Durban:a positive step towards global CO2 cuts
World's big emitters commit to developing Kyoto Protocol successor, but binding targets are unlikely before 2020
The 17th meeting of the United Nations Framework Convention on Climate Change (UNFCCC) in Durban has been hailed as a success after all 194 member states signed an agreement to develop carbon-reduction targets following in the footsteps of the Kyoto Protocol.
The Durban platform for enhanced action was welcomed by environmentalists and governments as an important step towards a multilateral approach to tackling climate change because it includes, for the first time, the world’s largest emitters of greenhouse-gases, namely China, the US and India.
After previous meetings in Cancun (2010) and Copenhagen (2009) saw little progress, the platform commits the signatories to develop a new “legal instrument” outlining individual carbon-reduction commitments by 2015 and to implementing it by 2020.

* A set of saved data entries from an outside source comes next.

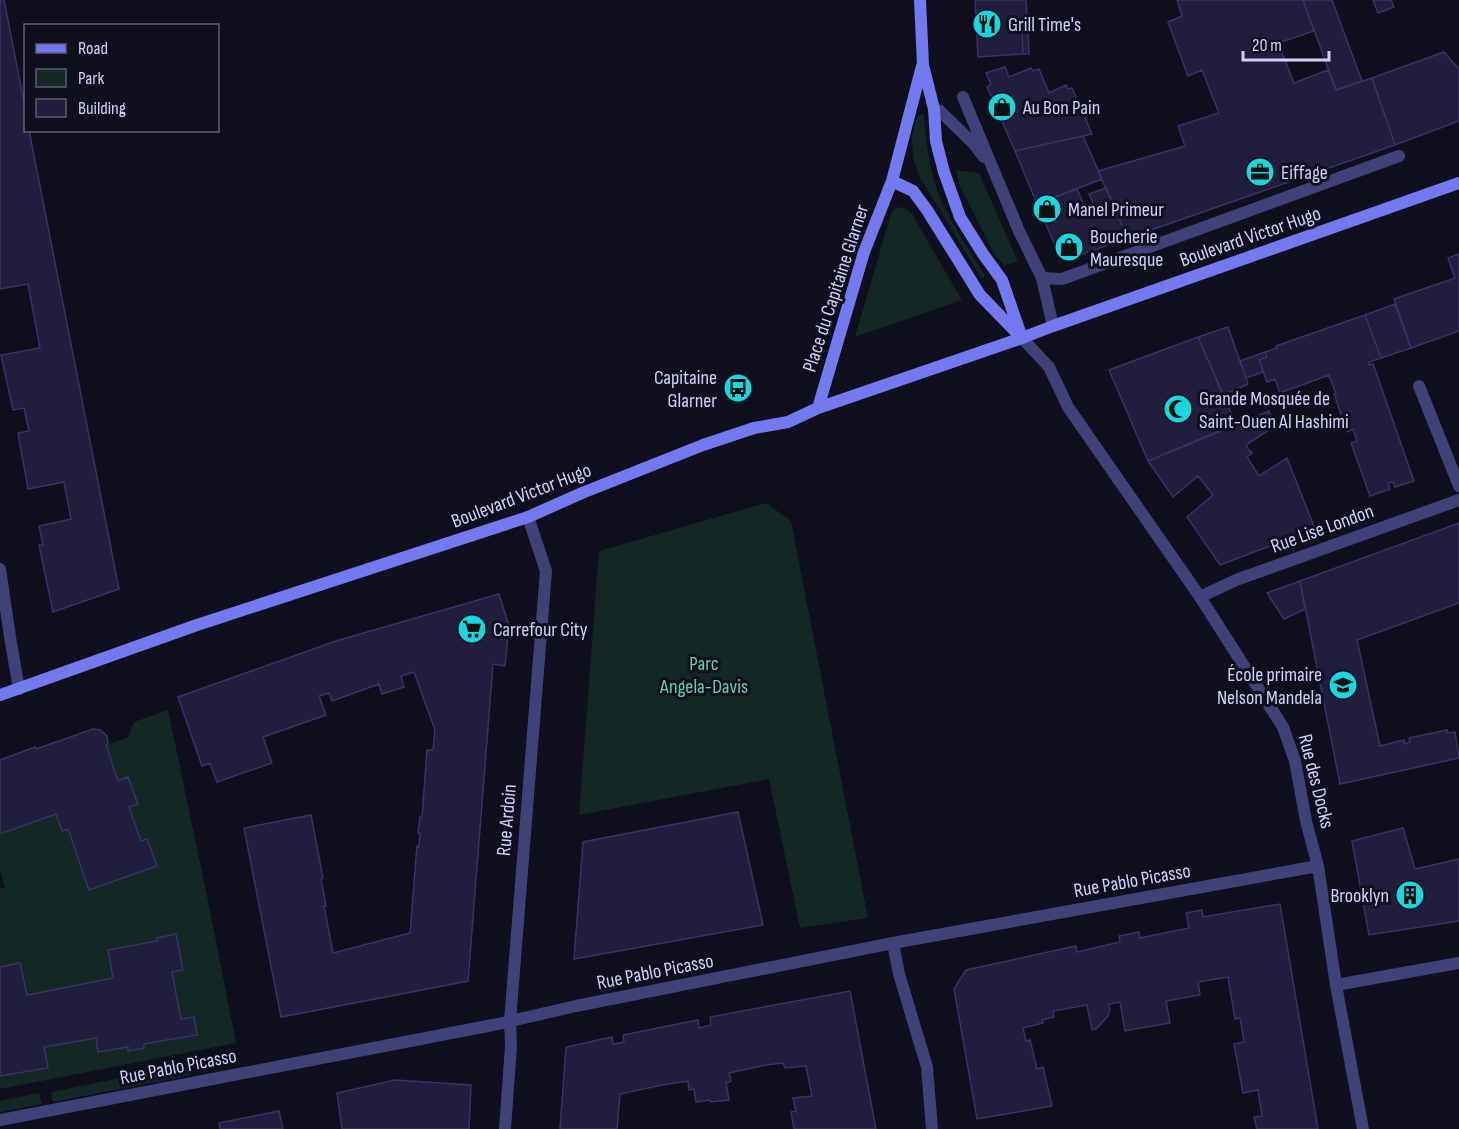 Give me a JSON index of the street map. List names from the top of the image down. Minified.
{"streets":{"main road":["Boulevard Victor Hugo","Place du Capitaine Glarner"],"street":["Rue Lise London","Rue des Docks","Rue Ardoin","Rue Pablo Picasso"]},"crossings":[["Boulevard Victor Hugo","Place du Capitaine Glarner"],["Boulevard Victor Hugo","Rue des Docks"],["Boulevard Victor Hugo","Rue Ardoin"],["Rue Lise London","Rue des Docks"],["Rue des Docks","Rue Pablo Picasso"],["Rue Ardoin","Rue Pablo Picasso"]],"parks":["Parc Angela-Davis"],"places":{"restaurant":["Grill Time's"],"shop":["Au Bon Pain","Manel Primeur","Boucherie Mauresque"],"office":["Eiffage"],"bus stop":["Capitaine Glarner"],"mosque":["Grande Mosquée de Saint-Ouen Al Hashimi"],"supermarket":["Carrefour City"],"school or university":["École primaire Nelson Mandela"],"building":["Brooklyn"]},"legend":["Road","Park","Building"],"scale_bar":"20 m"} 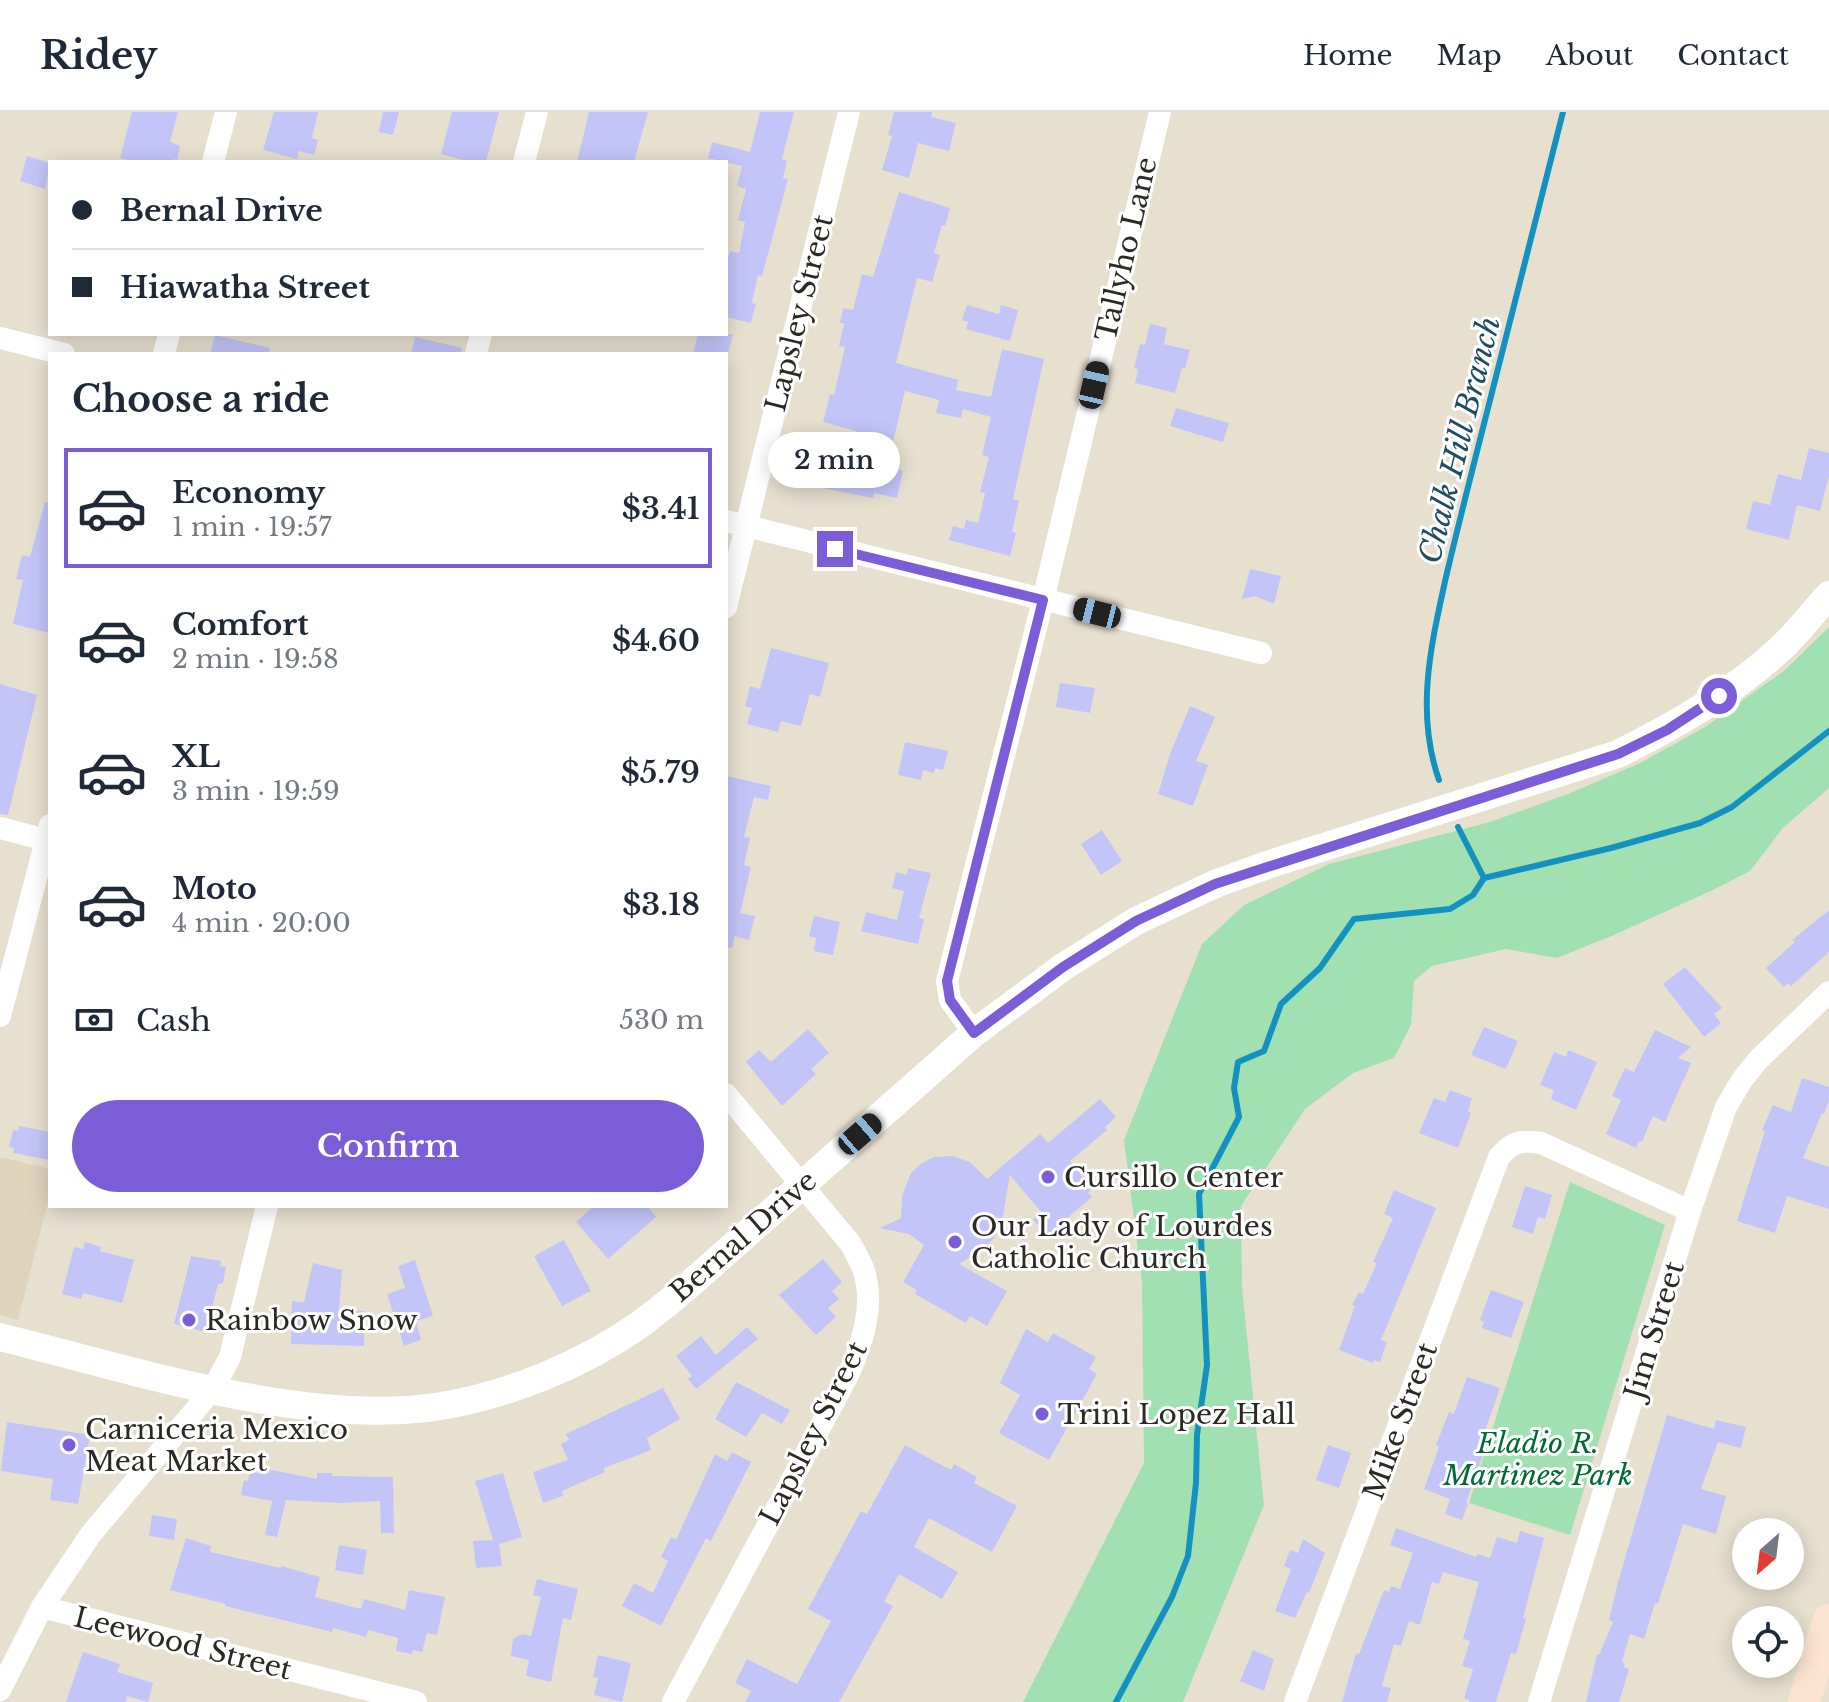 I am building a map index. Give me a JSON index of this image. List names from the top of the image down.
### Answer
{
  "streets": {
    "street": [
      "Tallyho Lane",
      "Lapsley Street",
      "Bernal Drive",
      "Jim Street",
      "Mike Street",
      "Leewood Street"
    ]
  },
  "crossings": [
    ["Tallyho Lane", "Bernal Drive"],
    ["Lapsley Street", "Bernal Drive"],
    ["Jim Street", "Mike Street"]
  ],
  "water": ["Chalk Hill Branch"],
  "parks": ["Eladio R. Martinez Park"],
  "places": [
    "Cursillo Center",
    "Our Lady of Lourdes Catholic Church",
    "Rainbow Snow",
    "Trini Lopez Hall",
    "Carniceria Mexico Meat Market"
  ],
  "north": "bottom left",
  "page": {
    "header": "Ridey",
    "nav": [
      "Home",
      "Map",
      "About",
      "Contact"
    ],
    "banner": ["Bernal Drive", "Hiawatha Street"],
    "heading": "Choose a ride",
    "bubble": "2 min",
    "list": [
      {
        "name": "Economy",
        "note": "1 min · 19:57",
        "value": "$3.41"
      },
      {
        "name": "Comfort",
        "note": "2 min · 19:58",
        "value": "$4.60"
      },
      {
        "name": "XL",
        "note": "3 min · 19:59",
        "value": "$5.79"
      },
      {
        "name": "Moto",
        "note": "4 min · 20:00",
        "value": "$3.18"
      }
    ],
    "pay": ["Cash", "530 m"],
    "buttons": "Confirm"
  }
}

Christiana Figueres, executive secretary of the UNFCCC, said that the agreement was a positive signal for businesses and investors of the global commitment to making the transition to a low-carbon economy. “Durban has lit up a broader highway to a low-emission, climate-resilient future,” she claimed.
However, the lack of detail on reduction targets, the length of the commitment period and the 2020 start date tempered the success of reaching a political consensus.
“Reaction to Durban has been very positive, but in terms of a clear business signal we really have to wait for the next stage of negotiations,” commented Andrew Raingold, executive director of the Aldersgate Group, a sustainable business think-tank. “Success will really depend on the detail of how emissions cuts are going to be made.”
David Symons, director at WSP Environment & Energy, said that the Durban platform followed other such treaties in failing to deal with the difficult details. “The platform provides the base, but not the pinnacle. We should celebrate the global commitment, but recognise that there has been precious little agreement on actually cutting emissions,” he said.
IEMA’s director of policy, Martin Baxter, agrees. “With years of negotiation ahead and legally-binding requirements potentially not coming into effect until 2020, we are looking at nine years where the vast majority of global emissions will be subject to voluntary action only.
"With voluntary targets countries put forward last year insufficient to stabilise world temperature increases at 2ºC, it seems very unlikely the new agreement will be in time to halt greater global warming.”
With the Kyoto Protocol due to expire at the end of 2012, Durban also saw the EU commit to extending its commitments under the scheme for another five years.
However, after the negotiations Canada announced its withdrawal from the protocol due to the cost of meeting its carbon-reduction obligations, which it estimated at £8.6 billion.
Baxter said Canada’s decision to withdraw highlighted the importance of global commitment to a follow-up.
“It is easier for a country like Canada to leave Kyoto when the world’s major emitters aren’t covered by it. If you have a globally ratified international agreement, then it would be much more difficult for countries to opt out of their commitments. But we need one sooner rather than later.”